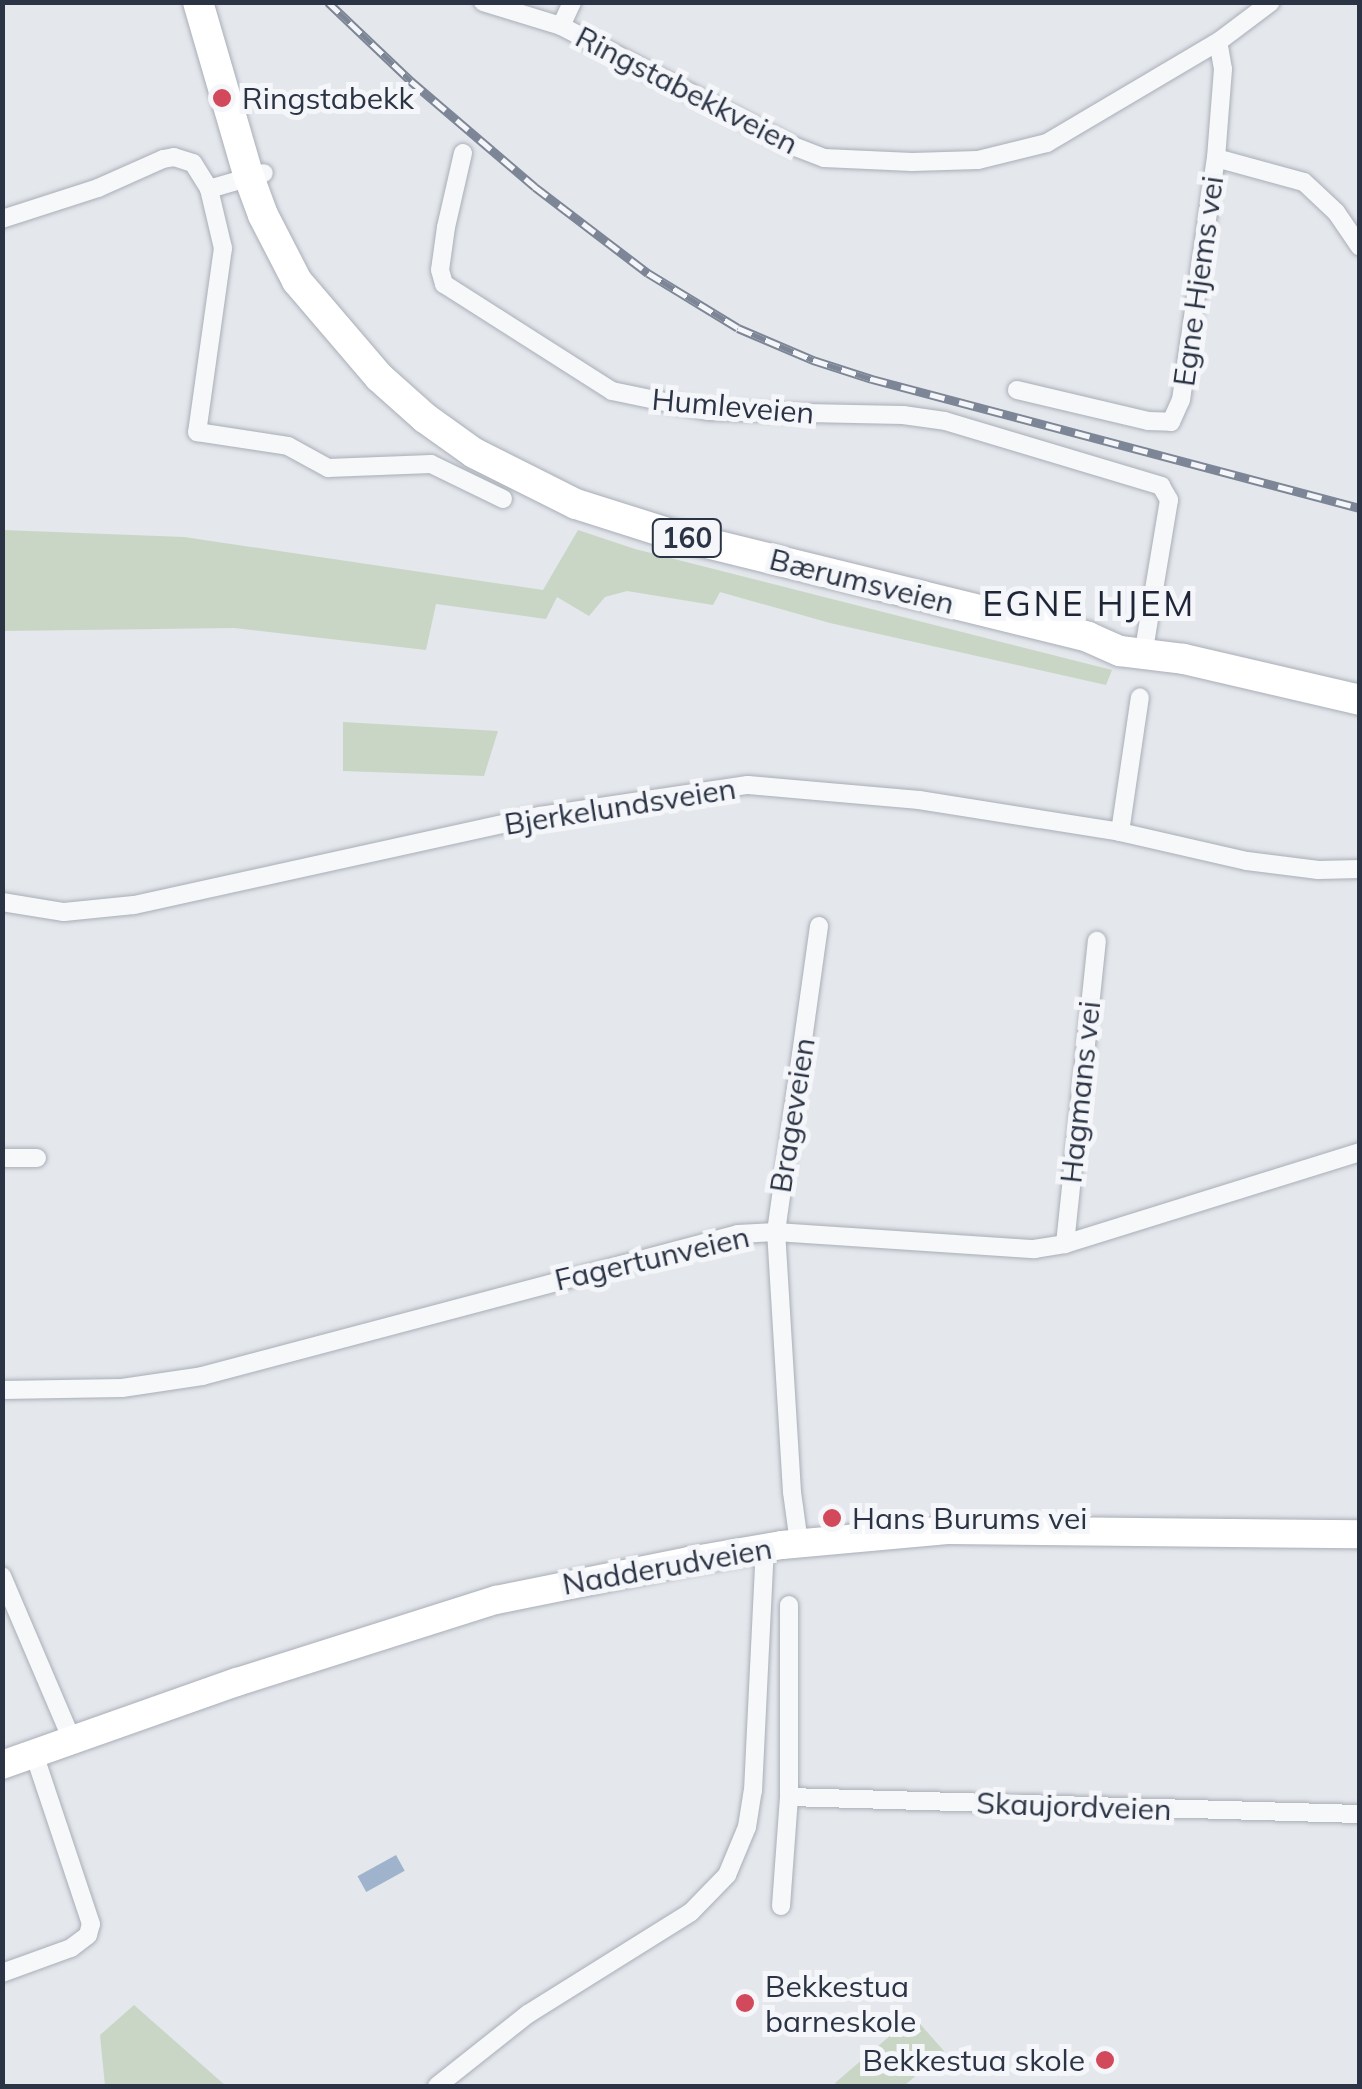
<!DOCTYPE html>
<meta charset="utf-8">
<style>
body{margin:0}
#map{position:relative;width:1362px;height:2089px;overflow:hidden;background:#e4e7ec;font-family:Mulish,sans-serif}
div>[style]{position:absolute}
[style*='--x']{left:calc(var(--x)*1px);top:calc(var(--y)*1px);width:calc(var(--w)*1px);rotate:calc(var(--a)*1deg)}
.green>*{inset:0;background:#c9d6c5}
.water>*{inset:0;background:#9fb4cc;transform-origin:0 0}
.roads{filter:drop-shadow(0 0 2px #a9aeb7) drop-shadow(0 0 2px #a9aeb7)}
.minor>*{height:18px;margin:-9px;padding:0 9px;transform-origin:9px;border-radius:9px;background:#f7f8fa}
.secondary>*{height:28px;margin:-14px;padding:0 14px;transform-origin:14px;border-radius:14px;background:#fff}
.primary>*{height:30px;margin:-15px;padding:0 15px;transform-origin:15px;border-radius:15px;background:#fff}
.rail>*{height:9px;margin-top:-4.5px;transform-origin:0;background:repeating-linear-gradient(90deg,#f4f6f9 0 15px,#7d8696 0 30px);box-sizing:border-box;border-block:2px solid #7d8696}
.dots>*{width:28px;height:28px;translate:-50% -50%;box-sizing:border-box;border:5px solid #f4f6f9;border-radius:50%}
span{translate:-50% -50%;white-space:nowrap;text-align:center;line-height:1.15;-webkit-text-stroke:10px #f4f6f9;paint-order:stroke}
.shield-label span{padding:2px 8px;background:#f4f6f9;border:2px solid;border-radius:8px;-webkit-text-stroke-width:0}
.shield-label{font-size:28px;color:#2b3445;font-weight:700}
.street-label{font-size:30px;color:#2b3445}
.poi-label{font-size:30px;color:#2b3445}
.left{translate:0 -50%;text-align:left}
.right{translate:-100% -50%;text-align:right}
.quarter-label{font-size:35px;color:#1d2536;letter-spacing:2.5px}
.frame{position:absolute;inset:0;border:5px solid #2b3445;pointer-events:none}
</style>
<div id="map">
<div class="green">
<i style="clip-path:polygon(3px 530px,184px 537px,543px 590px,578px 530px,635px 549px,1112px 670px,1106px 685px,830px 623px,720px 592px,713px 605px,627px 591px,605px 597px,589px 616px,557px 597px,546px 619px,436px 604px,426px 650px,234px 628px,3px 631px)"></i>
<i style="clip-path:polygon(343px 722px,498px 731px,484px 776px,343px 771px)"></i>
<i style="clip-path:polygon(134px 2005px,226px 2086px,105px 2086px,100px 2035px)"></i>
<i style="clip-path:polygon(913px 2016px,944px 2051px,904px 2086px,838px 2086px,835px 2083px)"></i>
</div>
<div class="water">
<i style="left:396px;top:1855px;width:18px;height:44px;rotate:61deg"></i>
</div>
<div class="roads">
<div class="minor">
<i style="--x:483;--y:2;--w:82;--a:17.1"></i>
<i style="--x:561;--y:26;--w:261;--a:27.3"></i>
<i style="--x:793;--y:146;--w:33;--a:21"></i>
<i style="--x:824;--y:158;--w:88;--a:2.6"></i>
<i style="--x:912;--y:162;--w:66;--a:-1.7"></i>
<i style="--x:978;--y:160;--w:71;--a:-13.8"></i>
<i style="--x:1047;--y:143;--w:199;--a:-30.6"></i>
<i style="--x:1218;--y:42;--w:66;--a:-37"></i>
<i style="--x:561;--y:26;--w:26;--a:-65"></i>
<i style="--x:463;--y:153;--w:76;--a:102.9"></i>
<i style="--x:446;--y:227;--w:43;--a:97.9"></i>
<i style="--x:440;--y:270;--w:15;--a:74"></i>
<i style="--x:444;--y:284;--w:199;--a:32.5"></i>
<i style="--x:612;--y:391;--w:99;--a:11.7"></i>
<i style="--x:709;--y:411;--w:194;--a:1.2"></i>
<i style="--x:903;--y:415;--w:42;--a:8.1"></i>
<i style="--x:945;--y:421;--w:226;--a:16.7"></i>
<i style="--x:1161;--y:486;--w:16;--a:60"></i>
<i style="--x:1169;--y:500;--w:158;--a:99.5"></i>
<i style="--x:1216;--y:158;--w:91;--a:15.3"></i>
<i style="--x:1304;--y:182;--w:44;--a:43.2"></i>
<i style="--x:1336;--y:212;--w:42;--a:55.6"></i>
<i style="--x:209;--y:189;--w:57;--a:-16.2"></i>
<i style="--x:2;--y:219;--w:101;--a:-17.9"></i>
<i style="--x:98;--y:188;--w:71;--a:-24"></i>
<i style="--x:163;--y:159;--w:11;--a:-10"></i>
<i style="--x:174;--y:157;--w:20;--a:18"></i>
<i style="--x:193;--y:163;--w:31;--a:58"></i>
<i style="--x:209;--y:189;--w:61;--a:76.7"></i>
<i style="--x:223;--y:248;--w:186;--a:98"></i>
<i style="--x:197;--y:432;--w:92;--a:8.7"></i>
<i style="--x:288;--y:446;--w:46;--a:28.8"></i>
<i style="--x:328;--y:468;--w:103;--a:-2.2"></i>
<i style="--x:431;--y:464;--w:80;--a:25.9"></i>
<i style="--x:1017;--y:390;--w:135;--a:13.3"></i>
<i style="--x:1148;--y:421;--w:23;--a:2"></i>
<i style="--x:1171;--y:422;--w:24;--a:-66"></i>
<i style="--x:1181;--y:400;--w:245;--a:-81.8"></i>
<i style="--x:1216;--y:158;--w:89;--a:-85.5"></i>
<i style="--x:1223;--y:69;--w:27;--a:-100"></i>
<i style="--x:1120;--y:832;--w:136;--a:-81.6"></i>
<i style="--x:2;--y:902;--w:63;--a:9.2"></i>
<i style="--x:64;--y:912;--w:70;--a:-5.7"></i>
<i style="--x:134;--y:905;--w:416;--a:-12.4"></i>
<i style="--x:540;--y:816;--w:210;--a:-8.5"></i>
<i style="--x:748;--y:785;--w:172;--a:5"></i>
<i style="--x:919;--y:800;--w:204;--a:9"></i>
<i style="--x:1120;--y:832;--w:130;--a:12.9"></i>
<i style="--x:1247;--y:861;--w:72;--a:7.2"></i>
<i style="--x:1318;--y:870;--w:42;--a:-1.4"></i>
<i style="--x:2;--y:1158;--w:35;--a:0"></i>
<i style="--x:1065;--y:1244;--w:305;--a:-84"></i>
<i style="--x:2;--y:1390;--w:120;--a:-1"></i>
<i style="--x:122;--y:1388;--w:81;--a:-8.5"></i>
<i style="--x:202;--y:1376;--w:554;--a:-14.84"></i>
<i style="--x:738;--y:1234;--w:38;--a:-3"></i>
<i style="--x:776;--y:1232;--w:259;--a:3.8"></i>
<i style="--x:1034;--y:1249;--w:31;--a:-9"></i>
<i style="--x:1065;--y:1244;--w:309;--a:-17.3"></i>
<i style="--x:799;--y:1543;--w:51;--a:-97.8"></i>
<i style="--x:792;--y:1492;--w:260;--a:-93.5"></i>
<i style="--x:776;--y:1232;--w:309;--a:-82"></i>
<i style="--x:2;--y:1576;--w:178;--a:66.9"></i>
<i style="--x:789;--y:1797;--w:571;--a:1.71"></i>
<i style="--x:781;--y:1906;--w:109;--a:-85.8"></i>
<i style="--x:789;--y:1797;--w:192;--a:-90"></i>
<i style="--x:2;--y:1973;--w:73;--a:-19.9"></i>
<i style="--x:71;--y:1948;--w:21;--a:-37"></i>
<i style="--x:88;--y:1935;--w:11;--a:-75"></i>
<i style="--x:91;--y:1924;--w:179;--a:-108.5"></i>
<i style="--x:437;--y:2086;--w:116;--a:-38.4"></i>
<i style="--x:528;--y:2014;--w:192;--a:-32"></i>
<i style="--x:691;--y:1912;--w:52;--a:-45.8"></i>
<i style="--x:727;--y:1875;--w:52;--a:-67.4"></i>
<i style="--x:747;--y:1827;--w:36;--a:-81"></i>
<i style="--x:753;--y:1791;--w:242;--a:-87.2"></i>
</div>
<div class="secondary">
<i style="--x:2;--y:1765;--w:249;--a:-19.5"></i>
<i style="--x:237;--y:1682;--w:272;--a:-17.6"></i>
<i style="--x:496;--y:1600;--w:197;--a:-11.4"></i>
<i style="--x:689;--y:1561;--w:94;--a:-9.8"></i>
<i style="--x:782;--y:1545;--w:166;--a:-5.2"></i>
<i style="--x:947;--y:1530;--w:413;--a:0.6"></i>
</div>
<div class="primary">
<i style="--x:198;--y:2;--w:182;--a:73.8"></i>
<i style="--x:249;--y:177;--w:40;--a:69.8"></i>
<i style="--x:263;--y:215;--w:74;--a:62.7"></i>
<i style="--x:297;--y:281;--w:126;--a:49.5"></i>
<i style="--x:379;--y:377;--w:62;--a:41.7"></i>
<i style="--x:425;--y:418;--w:60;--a:35.5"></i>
<i style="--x:474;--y:453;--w:114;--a:26.6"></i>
<i style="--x:576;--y:504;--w:103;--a:17.6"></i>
<i style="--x:674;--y:535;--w:426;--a:13.8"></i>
<i style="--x:1088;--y:637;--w:35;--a:24"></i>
<i style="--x:1120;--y:651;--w:64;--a:7.1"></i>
<i style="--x:1184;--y:659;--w:181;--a:13.1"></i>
</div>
</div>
<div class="rail">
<i style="--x:328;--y:2;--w:115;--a:43.6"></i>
<i style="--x:411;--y:81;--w:163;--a:40.5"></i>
<i style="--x:535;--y:187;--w:142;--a:37.3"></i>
<i style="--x:648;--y:273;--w:105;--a:31.4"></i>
<i style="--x:738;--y:328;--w:82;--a:23.1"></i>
<i style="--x:813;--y:360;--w:62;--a:17.9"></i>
<i style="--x:872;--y:379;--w:505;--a:14.81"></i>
</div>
<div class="dots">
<i style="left:222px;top:98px;background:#d1495b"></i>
<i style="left:832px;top:1518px;background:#d1495b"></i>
<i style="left:745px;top:2003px;background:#d1495b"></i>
<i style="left:1105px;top:2060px;background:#d1495b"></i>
</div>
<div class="shield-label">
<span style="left:687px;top:538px">160</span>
</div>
<div class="street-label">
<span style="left:687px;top:90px;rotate:27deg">Ringstabekkveien</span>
<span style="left:1198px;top:281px;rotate:-82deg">Egne Hjems vei</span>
<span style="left:733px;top:406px;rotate:5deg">Humleveien</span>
<span style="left:862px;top:581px;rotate:14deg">Bærumsveien</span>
<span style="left:620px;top:806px;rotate:-9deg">Bjerkelundsveien</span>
<span style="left:1080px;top:1092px;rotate:-84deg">Hagmans vei</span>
<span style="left:792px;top:1115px;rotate:-81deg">Brageveien</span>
<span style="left:652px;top:1258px;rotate:-13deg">Fagertunveien</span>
<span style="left:667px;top:1566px;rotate:-10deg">Nadderudveien</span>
<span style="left:1074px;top:1806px;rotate:2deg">Skaujordveien</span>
</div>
<div class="poi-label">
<span class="left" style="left:242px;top:98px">Ringstabekk</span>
<span class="left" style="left:852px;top:1518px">Hans Burums vei</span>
<span class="left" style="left:765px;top:2003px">Bekkestua<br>barneskole</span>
<span class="right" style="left:1085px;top:2060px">Bekkestua skole</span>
</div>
<div class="quarter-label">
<span style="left:1089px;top:603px">EGNE HJEM</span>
</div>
<div class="frame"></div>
</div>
◇ ◇ ◇ ◇ ◇
AIM OF THE TASK: Matching lines for the string "water": count them across the listing and reply with the number alone.

OUTPUT: 2